The operational data were acquired and made available by the rail transport company Hitachi
Rail STS based in Italy.
HVAC data set contains the data analyzed in the paper and can be loaded by using the function load_HVAC_data()
.
Alternatively, one can use another data set and apply this methodology to any multiple stream process.
You can install the development version of the Python package NN4MSP
from GitHub with
pip install git+https://github.com/unina-sfere/NN4OCMSP#egg=NN4OCMSP
You can install the Python package NN4OCMSP
using pip
pip install NN4OCMSP
# Import libraries
import math
import pandas as pd
import numpy as np
import sklearn
import keras
from keras import Sequential
from keras.layers import Dense
from sklearn import preprocessing
from sklearn.model_selection import train_test_split
import matplotlib as mpl
import matplotlib.pyplot as plt
%matplotlib inline
from matplotlib.ticker import ScalarFormatter, AutoMinorLocator
from itertools import combinations
import random as python_random
import tensorflow as tf
from NN4OCMSP.functions import *
import NN4OCMSP.dataset
Real-case study: HVAC systems in passenger railway vehicles
# Import HVAC data
HVAC_data = NN4OCMSP.dataset.load_HVAC_data()
Phase I
# Filter train A for Phase I estimatin
train_1_data = HVAC_data[HVAC_data["Vehicle"] == "Train_A"]
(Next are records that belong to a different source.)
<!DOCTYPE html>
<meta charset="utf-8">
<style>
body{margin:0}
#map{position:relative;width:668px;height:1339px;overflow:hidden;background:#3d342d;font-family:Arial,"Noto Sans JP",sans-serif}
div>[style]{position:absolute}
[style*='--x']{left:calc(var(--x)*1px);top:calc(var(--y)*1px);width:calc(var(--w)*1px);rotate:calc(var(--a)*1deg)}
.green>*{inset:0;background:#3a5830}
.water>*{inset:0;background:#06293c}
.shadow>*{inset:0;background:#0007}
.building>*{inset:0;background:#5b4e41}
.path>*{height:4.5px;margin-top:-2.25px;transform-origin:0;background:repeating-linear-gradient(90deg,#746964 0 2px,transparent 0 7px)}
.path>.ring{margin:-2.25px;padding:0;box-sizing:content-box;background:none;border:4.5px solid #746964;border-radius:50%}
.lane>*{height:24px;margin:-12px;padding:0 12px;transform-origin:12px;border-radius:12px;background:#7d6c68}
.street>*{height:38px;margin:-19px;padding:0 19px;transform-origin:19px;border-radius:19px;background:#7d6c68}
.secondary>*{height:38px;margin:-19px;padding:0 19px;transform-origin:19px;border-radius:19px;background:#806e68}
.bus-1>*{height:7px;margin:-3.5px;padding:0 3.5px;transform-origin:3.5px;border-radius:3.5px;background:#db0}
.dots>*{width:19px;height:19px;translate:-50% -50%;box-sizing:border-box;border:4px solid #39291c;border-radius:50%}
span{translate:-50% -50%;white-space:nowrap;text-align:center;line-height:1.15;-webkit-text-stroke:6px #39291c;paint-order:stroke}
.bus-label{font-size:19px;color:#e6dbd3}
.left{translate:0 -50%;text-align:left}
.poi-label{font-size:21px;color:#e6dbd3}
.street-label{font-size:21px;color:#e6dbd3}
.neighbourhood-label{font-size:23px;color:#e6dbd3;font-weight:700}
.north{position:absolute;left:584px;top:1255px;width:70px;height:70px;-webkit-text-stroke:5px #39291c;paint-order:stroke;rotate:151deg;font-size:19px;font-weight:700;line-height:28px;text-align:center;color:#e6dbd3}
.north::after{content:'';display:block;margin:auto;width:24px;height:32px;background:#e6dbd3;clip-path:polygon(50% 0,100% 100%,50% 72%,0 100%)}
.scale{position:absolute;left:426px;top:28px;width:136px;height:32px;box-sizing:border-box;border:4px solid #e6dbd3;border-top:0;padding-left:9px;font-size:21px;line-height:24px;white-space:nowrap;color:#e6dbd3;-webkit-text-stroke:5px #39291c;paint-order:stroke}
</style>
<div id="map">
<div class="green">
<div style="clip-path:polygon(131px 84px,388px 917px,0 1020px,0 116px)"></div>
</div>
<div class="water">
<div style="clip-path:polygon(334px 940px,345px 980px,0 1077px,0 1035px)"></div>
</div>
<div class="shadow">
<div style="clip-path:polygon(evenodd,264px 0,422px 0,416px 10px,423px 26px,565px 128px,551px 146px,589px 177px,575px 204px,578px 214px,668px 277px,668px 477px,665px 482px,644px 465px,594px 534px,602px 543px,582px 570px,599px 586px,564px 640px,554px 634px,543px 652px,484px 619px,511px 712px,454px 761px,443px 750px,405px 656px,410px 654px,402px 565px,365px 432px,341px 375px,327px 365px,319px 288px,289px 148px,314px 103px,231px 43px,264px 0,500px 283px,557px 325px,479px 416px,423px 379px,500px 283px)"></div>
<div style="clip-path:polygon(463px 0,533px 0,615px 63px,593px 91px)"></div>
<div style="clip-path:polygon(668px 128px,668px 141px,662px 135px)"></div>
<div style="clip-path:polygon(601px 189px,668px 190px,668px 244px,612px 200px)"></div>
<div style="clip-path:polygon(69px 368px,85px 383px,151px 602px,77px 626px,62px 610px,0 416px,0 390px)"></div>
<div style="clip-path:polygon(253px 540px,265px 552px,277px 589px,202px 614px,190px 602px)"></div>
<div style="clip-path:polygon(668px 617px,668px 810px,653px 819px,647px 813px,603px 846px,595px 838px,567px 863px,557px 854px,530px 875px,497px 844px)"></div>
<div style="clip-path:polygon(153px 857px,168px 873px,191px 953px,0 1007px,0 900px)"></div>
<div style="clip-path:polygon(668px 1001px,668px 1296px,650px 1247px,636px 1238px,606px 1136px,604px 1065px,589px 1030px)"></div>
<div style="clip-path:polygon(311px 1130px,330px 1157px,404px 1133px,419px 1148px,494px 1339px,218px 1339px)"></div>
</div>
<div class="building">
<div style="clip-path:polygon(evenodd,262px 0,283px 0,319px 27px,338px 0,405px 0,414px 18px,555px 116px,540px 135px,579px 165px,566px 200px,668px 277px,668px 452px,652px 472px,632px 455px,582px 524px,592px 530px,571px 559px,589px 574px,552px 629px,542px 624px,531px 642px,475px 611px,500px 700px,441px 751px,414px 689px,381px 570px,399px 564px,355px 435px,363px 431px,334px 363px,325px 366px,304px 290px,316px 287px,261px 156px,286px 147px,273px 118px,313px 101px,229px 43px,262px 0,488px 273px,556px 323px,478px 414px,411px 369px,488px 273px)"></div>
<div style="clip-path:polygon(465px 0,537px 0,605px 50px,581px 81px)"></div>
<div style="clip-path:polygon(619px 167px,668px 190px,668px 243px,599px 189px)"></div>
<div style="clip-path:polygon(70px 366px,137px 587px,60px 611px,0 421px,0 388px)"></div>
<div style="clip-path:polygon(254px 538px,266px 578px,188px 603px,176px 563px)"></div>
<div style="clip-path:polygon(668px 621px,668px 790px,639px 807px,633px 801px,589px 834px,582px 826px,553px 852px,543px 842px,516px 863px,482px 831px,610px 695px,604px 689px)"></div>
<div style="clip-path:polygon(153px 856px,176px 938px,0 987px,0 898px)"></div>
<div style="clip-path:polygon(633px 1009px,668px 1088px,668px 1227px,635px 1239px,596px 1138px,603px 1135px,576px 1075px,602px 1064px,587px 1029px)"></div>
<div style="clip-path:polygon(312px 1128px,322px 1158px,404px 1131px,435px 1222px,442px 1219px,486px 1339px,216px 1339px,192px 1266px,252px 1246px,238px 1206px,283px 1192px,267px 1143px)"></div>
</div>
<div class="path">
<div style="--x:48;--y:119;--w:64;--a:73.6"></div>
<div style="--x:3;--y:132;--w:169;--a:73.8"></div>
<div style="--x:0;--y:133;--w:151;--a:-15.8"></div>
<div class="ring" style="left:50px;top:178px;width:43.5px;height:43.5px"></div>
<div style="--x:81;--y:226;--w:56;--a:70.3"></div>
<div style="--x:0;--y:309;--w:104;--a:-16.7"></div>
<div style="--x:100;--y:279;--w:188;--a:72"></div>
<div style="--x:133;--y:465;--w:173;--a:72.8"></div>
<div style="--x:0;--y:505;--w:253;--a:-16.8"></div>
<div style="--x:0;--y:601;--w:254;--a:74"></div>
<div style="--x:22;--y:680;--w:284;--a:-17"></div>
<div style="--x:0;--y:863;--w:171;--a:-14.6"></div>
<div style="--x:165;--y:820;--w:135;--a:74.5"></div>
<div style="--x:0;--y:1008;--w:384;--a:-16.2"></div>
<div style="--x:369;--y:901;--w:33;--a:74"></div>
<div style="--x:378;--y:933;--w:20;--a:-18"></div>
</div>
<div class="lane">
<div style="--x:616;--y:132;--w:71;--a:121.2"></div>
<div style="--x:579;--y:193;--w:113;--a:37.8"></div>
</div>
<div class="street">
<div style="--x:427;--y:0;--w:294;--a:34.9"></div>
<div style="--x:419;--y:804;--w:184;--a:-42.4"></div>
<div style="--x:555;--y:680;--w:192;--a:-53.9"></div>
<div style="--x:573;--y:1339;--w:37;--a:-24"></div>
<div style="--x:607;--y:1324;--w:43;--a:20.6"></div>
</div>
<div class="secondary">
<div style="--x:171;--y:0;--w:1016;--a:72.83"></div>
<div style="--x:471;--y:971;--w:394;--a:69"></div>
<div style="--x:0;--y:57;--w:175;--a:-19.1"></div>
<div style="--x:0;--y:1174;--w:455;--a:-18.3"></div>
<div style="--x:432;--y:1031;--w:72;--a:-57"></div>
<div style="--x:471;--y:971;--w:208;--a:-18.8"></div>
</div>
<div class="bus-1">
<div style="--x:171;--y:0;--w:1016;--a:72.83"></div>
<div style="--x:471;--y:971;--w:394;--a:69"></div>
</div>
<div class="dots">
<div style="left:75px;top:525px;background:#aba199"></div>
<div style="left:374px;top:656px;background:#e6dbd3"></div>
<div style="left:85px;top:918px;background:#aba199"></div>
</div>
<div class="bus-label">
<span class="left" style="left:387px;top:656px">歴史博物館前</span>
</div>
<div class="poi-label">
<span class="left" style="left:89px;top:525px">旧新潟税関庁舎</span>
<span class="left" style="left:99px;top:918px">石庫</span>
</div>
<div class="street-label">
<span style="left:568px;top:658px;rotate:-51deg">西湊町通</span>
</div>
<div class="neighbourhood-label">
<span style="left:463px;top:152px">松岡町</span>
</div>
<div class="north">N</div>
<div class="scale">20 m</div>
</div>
# Select the DeltaT variables
train_1_data = train_1_data.iloc[:,-6:]
# Convert pandas dataframe to NumPy array
train_1_data = train_1_data.to_numpy()
# MSP
s = 6 # number of streams corresponding to the number of train coaches
n = 5 # sample size
# Estimate the mean, the process variability and the variability between streams from the Phase I
# data using standard one-way ANOVA techniques
mu, sigmaA, sigmae = phaseI_estimation(train_1_data)
print('mean', mu)
print('standard deviation of the common stream component', sigmaA)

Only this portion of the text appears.